The red haired, green eyed candidate has an engaging personality and comes across as very smart. She said the best way for her to get her word out is to walk door to door in the district precincts. That’s a lot of hoofing it in a district that runs from Yuba City to Yreka.
LaMalfa, a rice farmer from Richvale, faces no opposition.
Keene machine
Rick Keene’s 3rd District is being challenged by Robert Woods, 77, a retired school teacher who says his decision to run for state office—he, too, is the only Democrat on the primary ballot for this seat—"caps a lifelong career of activism in Democratic Parry politics, beginning with my first vote for President Harry S. Truman.” Woods chairs the Democratic Action Club of Chico.
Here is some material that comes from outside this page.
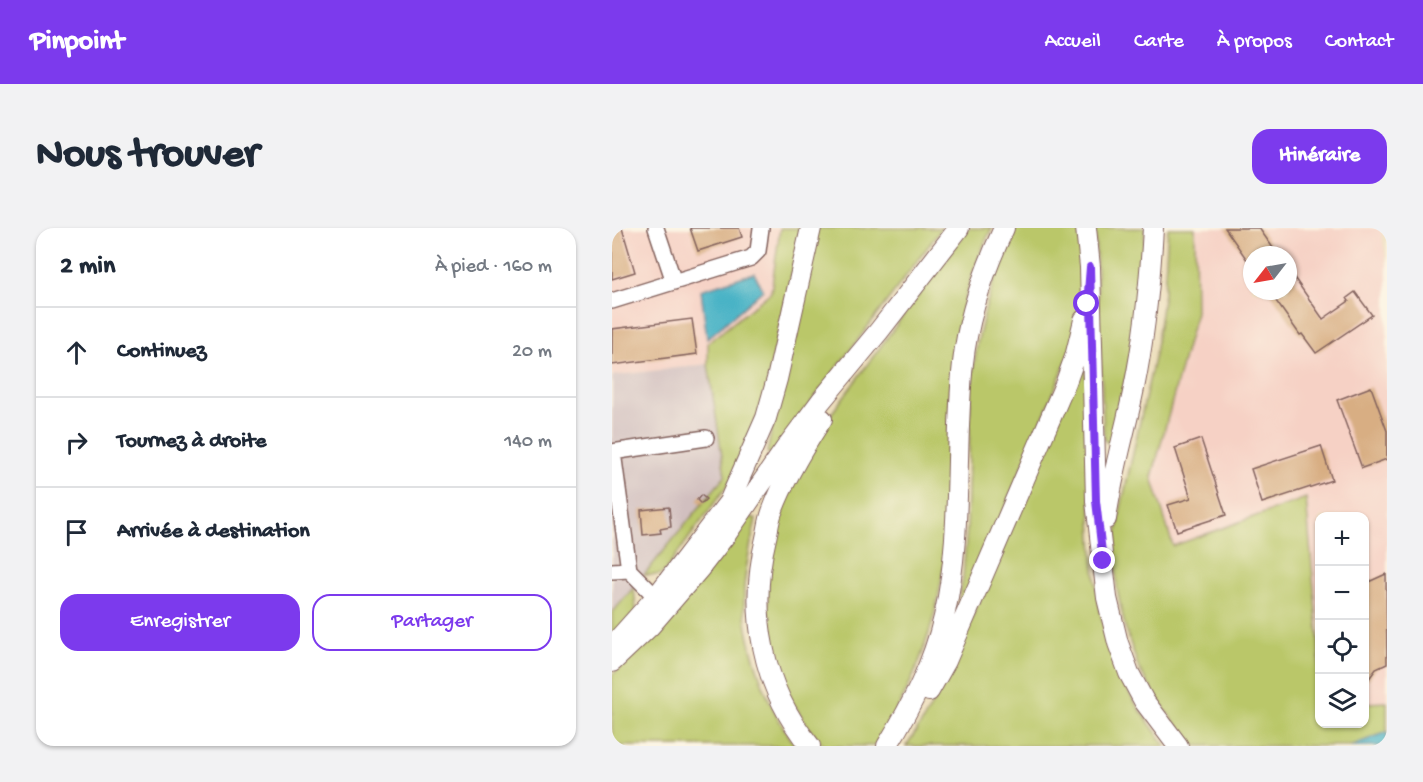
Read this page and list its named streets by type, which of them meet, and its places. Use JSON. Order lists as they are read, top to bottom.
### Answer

“I intend to campaign vigorously in the coming election to represent the 3rd District for all the people,” he said in a recent press release.
Keene has done well for himself—if not his constituents—by getting named to a number of committees, including the important Budget Committee, where as vice chairman he sits as the highest ranking-Republican. Like Bernie Richter, the Chico-based assemblyman who served before him, Keene, a former Chico city councilmember, has become a money machine able to oil the wheels of conservative campaigns both here and in surrounding counties. Keene faces no opposition in the primaries.
In the clearing stands a Boxer
A herd of Republicans are vying for the opportunity of running against Democratic Sen. Barbara Boxer in November. There are four out of the nine seen as having legitimate chances to capture the nomination in the primary.
Former Secretary of State Bill Jones is the front-runner at this point and is seen as the “old face of the Republican Party, at least according to Toni Casey, a moderate and former three-term mayor of Los Altos Hills
Jones, who made a failed run for the Republican nomination for governor two years ago, has infamous Republican campaign strategist (and Chico State University graduate) Ed Rollins working in his corner.
Howard Kaloogian, a former Assemblyman from San Diego, helped launch last year’s gubenitorial recall that eventually put Arnold Schwarzenegger in office. Kaloogian puts himself to the right of Jones.
Then there is former U.S. Treasurer Rosario Marin, thought to be the GOP’s best bet at attracting part of the substantial Latino vote in this state. Marin, who has the closest ties to the White House of any of the four major candidates, was born in Mexico and came here as a teen, eventually becoming Mayor of Huntington Park.
Other GOP candidates are Danney Ball of Hemet, Barry L. Hatch of Arcadia, Bill Quraishi of El Granada, James Stewart of Temecula and James M. Van Zandt of Upland.